EU、南米共同市場(メルコスル)への譲歩でCAP反対派分裂を狙う

農業情報研究所(WAPIC)

04.4.15

 EUは、ドーハ・ラウンドへの支持を獲得するために南米共同市場(メルコスル)との自由貿易協定交渉で大幅に譲歩、共通農業政策(CAP)反対派を分裂させようとしている。14日付のフィナンシャル・タイムズ紙(*)がそのように報じている。メルコスルに対して今週行う提案で、特恵的譲許の提供と引き換えに、アルゼンチン、ブラジル、パラグアイ、ウルグアイの貿易障壁を引き下げよというEUへの圧力を緩和することを狙う。提案が受け入れられれば、オーストラリアを盟主とする農産物輸出国のケアンズ・グループやブラジルが主導するG20グループが分裂することになるかもしれないという。
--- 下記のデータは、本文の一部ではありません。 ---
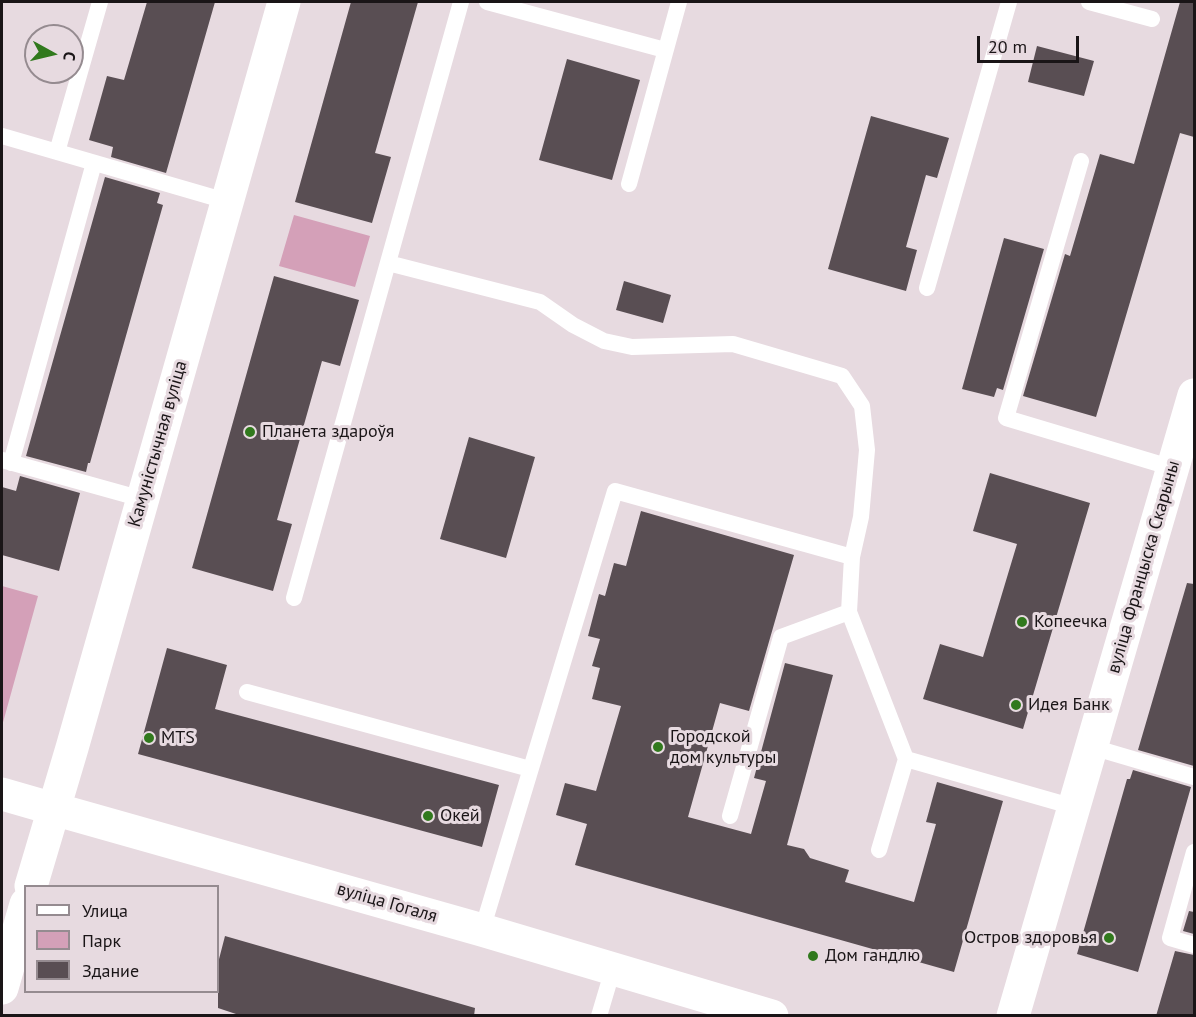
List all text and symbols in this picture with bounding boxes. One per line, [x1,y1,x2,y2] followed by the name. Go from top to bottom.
[24,24,84,84] north arrow
[980,24,1082,62] scale bar
[988,35,1027,58] text: 20 m
[59,50,80,62] text: С
[124,358,192,530] street label: Камуністычная вуліца
[262,421,394,443] place label: Планета здароўя
[243,425,257,439] marker: Планета здароўя
[1103,458,1185,676] street label: вуліца Францыска Скарыны
[1034,611,1108,633] place label: Копеечка
[1015,615,1029,629] marker: Копеечка
[1028,694,1110,716] place label: Идея Банк
[1009,698,1023,712] marker: Идея Банк
[670,726,776,768] place label: Городской дом культуры
[161,727,195,749] place label: MTS
[142,731,156,745] marker: MTS
[651,740,665,754] marker: Городской дом культуры
[440,805,480,827] place label: Окей
[421,809,435,823] marker: Окей
[334,878,440,928] street label: вуліца Гогаля
[24,885,219,993] legend
[82,899,128,922] text: Улица
[964,927,1097,949] place label: Остров здоровья
[82,929,121,952] text: Парк
[1102,931,1116,945] marker: Остров здоровья
[825,945,920,967] place label: Дом гандлю
[806,949,820,963] marker: Дом гандлю
[82,959,139,982] text: Здание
 今年中の合意が期待されるEU−メルコスルの自由貿易協定の中心的要素をなすこの提案は、農産物貿易障壁をEUがどのように引き下げる用意があるかを初めて述べたものとなる。メルコスルがEUに対して工業品貿易障壁を引き下げ、投資を自由化し、サービスと公共調達を解放すれば、メルコスルのEUへの輸出アクセスを改善するというこの協定だが、EUは、メルコスルがドーハ・ラウンドで農業自由化への圧力を控えれば、一層のアクセスを保証、さもなければ追加譲歩はしないと言う。ブラジルのEU大使は、計画は「非常に革新的」で、CAPを「合法化」できると言っている。
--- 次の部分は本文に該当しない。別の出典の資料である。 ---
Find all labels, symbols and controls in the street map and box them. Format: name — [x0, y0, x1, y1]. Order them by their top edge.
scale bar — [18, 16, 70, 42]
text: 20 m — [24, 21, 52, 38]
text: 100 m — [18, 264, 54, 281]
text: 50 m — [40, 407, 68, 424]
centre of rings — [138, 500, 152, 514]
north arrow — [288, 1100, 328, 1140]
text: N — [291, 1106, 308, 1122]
 提案内容の詳細は明らかにされていないが、交渉担当者の示唆するところでは、総農産物貿易のおよそ3分の1で譲許する。輸出補助金廃止問題はドーハ・ラウンドで交渉するとして除外する。牛肉、砂糖、酪農品などの政治的に最も微妙な品目では、関税割当の拡大で限定的なアクセス改善を図る。この提案はケアンズ・グループとG20の両方に属するチリやタイなどを怒らせることになると予想されるが、ブラジルのEU大使は、EUへの輸出が少ない中国やインドの反対は予想されないという。

 しかし、このような提案はEU内では農業者の猛烈な反対を覚悟せねばならないだろう。EU諸国の有力農業者団体で構成するヨーロッパ農業者協会(COPA)は、今年3月のEU農相理事会に際し、メルコスルとの交渉で性急な譲歩をしてはならないと要求している。それは、サービスや公共調達でメルコスルの譲歩を勝ち取るために農業でさらなる譲歩をすることは容認できない、ヨーロッパは既に他の先進国以上に途上国に譲歩していると言う(**)。だが、輸出補助金全廃の用意があるとまでほのめかして、何としてもドーハ・ラウンドを成功させようとする欧州委員会の最近の姿勢からすれば(EU、すべての輸出補助金撤廃を議論の用意、WTO農業交渉に弾みとなるか,04.3.24)、農業者団体の圧力も効を奏するか可能性は少ないかもしれない。

 * Brussels plans trade cocessions,Financial Times,4.14,p.1
 **COPA President warns against hasty concessions in EU-Mercosur negotiations(04.3.26)

農業情報研究所(WAPIC)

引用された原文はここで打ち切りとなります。